** Opening Provided data block **

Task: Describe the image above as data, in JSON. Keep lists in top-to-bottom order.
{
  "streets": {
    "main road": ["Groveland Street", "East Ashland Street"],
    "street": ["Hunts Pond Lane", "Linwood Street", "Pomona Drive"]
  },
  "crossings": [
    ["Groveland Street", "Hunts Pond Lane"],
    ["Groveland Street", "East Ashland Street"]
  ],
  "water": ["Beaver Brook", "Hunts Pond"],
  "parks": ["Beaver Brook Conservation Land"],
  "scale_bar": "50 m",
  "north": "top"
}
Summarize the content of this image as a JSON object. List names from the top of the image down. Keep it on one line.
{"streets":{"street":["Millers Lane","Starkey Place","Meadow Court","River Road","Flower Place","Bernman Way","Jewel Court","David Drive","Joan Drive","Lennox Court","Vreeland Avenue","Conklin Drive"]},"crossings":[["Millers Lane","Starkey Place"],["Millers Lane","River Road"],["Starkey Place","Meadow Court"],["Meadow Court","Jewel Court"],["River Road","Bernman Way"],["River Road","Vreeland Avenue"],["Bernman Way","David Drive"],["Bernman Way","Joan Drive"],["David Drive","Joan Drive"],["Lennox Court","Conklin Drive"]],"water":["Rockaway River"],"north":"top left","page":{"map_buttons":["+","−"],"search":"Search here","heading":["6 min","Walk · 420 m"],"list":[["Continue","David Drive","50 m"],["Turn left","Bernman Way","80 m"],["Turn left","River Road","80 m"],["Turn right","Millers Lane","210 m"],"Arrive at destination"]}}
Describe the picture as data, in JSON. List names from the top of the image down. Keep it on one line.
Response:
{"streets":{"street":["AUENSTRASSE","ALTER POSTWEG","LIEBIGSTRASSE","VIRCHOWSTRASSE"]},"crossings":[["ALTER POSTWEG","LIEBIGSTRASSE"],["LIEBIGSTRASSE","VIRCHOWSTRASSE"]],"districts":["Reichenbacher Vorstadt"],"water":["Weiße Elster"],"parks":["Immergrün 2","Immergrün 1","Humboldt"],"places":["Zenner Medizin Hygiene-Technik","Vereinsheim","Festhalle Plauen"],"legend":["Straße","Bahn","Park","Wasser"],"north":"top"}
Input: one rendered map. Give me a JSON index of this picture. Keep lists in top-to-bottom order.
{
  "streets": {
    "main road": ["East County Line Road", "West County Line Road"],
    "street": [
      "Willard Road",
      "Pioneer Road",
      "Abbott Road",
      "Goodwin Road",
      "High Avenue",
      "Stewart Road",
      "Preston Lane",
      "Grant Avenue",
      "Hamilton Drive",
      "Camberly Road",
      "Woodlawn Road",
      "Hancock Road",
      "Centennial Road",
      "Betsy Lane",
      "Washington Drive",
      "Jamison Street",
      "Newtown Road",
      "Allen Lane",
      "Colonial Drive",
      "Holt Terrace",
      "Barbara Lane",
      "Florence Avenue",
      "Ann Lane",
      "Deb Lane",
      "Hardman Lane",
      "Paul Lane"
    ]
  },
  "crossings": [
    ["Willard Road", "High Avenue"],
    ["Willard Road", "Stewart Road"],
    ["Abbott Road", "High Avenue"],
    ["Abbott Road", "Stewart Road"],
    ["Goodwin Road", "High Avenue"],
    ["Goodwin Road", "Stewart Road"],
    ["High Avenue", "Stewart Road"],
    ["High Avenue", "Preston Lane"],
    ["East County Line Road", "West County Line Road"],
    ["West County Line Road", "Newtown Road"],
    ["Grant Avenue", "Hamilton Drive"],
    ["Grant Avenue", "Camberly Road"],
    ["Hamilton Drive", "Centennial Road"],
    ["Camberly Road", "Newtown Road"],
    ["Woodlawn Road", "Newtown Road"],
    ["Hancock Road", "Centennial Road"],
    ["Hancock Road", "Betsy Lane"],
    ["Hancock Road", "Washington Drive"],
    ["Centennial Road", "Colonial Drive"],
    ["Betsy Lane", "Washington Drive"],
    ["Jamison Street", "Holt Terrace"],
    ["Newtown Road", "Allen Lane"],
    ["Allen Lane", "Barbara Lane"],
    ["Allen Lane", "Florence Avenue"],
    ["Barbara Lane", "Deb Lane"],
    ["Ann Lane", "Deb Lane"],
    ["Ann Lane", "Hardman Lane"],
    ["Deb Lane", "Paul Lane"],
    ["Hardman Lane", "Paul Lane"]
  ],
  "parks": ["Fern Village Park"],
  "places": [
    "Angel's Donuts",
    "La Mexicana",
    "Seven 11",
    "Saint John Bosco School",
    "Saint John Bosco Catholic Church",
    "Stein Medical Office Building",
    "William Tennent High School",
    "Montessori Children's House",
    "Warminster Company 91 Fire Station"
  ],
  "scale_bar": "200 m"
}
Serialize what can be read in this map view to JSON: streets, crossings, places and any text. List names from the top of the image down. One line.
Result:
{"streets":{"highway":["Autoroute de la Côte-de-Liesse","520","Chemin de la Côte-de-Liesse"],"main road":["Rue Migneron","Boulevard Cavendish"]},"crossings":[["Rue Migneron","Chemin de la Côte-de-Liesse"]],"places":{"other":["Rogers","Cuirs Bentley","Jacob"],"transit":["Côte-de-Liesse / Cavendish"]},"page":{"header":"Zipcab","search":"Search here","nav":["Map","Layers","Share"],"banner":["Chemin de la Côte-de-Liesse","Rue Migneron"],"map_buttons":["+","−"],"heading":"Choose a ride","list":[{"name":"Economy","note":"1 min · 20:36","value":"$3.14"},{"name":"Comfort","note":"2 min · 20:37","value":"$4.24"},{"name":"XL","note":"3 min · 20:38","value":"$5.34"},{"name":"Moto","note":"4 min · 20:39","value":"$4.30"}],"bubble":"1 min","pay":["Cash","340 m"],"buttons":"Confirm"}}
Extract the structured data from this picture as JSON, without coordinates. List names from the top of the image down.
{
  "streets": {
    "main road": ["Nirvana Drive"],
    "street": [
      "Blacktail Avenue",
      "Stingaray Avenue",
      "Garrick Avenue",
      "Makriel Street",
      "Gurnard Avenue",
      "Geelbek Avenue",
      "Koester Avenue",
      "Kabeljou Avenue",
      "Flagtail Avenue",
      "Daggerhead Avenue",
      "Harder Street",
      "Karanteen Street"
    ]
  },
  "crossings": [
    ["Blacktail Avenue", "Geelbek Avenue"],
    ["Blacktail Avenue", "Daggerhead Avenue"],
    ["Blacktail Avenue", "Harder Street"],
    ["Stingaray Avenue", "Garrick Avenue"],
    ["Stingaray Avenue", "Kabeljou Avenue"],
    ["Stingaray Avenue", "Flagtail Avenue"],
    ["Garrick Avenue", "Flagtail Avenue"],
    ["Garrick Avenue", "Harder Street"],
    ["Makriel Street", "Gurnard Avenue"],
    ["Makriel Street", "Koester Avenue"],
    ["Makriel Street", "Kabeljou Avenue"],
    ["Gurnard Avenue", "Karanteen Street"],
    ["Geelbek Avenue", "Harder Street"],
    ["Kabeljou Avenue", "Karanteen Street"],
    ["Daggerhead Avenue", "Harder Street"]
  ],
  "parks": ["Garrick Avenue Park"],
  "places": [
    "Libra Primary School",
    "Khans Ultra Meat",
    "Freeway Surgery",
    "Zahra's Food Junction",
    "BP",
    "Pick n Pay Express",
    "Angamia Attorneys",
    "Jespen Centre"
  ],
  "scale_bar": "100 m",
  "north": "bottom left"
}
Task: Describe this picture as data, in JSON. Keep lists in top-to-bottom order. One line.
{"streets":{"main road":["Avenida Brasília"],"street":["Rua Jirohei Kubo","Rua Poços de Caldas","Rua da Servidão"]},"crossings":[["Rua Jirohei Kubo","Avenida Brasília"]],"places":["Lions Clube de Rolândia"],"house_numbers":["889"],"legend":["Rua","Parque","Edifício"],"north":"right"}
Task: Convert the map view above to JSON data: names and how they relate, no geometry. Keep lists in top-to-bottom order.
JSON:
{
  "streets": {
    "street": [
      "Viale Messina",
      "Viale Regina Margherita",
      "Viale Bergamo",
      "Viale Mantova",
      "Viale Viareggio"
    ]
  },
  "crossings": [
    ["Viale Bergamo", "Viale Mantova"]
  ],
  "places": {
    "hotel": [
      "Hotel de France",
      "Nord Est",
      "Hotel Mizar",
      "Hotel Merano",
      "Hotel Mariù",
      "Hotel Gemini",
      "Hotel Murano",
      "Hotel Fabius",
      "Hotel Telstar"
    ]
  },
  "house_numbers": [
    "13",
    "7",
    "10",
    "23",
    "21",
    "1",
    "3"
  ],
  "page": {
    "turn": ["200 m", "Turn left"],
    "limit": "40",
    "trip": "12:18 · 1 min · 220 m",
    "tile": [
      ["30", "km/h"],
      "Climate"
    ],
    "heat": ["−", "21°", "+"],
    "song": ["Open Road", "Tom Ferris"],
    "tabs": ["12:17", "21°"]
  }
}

** Closing Provided data block **

-- Activity --
Return only the lines from the beginning of the material up to and including the line with "Describe the picture", exactly as written.

-- Finished task --
Task: Describe the image above as data, in JSON. Keep lists in top-to-bottom order.
{
  "streets": {
    "main road": ["Groveland Street", "East Ashland Street"],
    "street": ["Hunts Pond Lane", "Linwood Street", "Pomona Drive"]
  },
  "crossings": [
    ["Groveland Street", "Hunts Pond Lane"],
    ["Groveland Street", "East Ashland Street"]
  ],
  "water": ["Beaver Brook", "Hunts Pond"],
  "parks": ["Beaver Brook Conservation Land"],
  "scale_bar": "50 m",
  "north": "top"
}
Summarize the content of this image as a JSON object. List names from the top of the image down. Keep it on one line.
{"streets":{"street":["Millers Lane","Starkey Place","Meadow Court","River Road","Flower Place","Bernman Way","Jewel Court","David Drive","Joan Drive","Lennox Court","Vreeland Avenue","Conklin Drive"]},"crossings":[["Millers Lane","Starkey Place"],["Millers Lane","River Road"],["Starkey Place","Meadow Court"],["Meadow Court","Jewel Court"],["River Road","Bernman Way"],["River Road","Vreeland Avenue"],["Bernman Way","David Drive"],["Bernman Way","Joan Drive"],["David Drive","Joan Drive"],["Lennox Court","Conklin Drive"]],"water":["Rockaway River"],"north":"top left","page":{"map_buttons":["+","−"],"search":"Search here","heading":["6 min","Walk · 420 m"],"list":[["Continue","David Drive","50 m"],["Turn left","Bernman Way","80 m"],["Turn left","River Road","80 m"],["Turn right","Millers Lane","210 m"],"Arrive at destination"]}}
Describe the picture as data, in JSON. List names from the top of the image down. Keep it on one line.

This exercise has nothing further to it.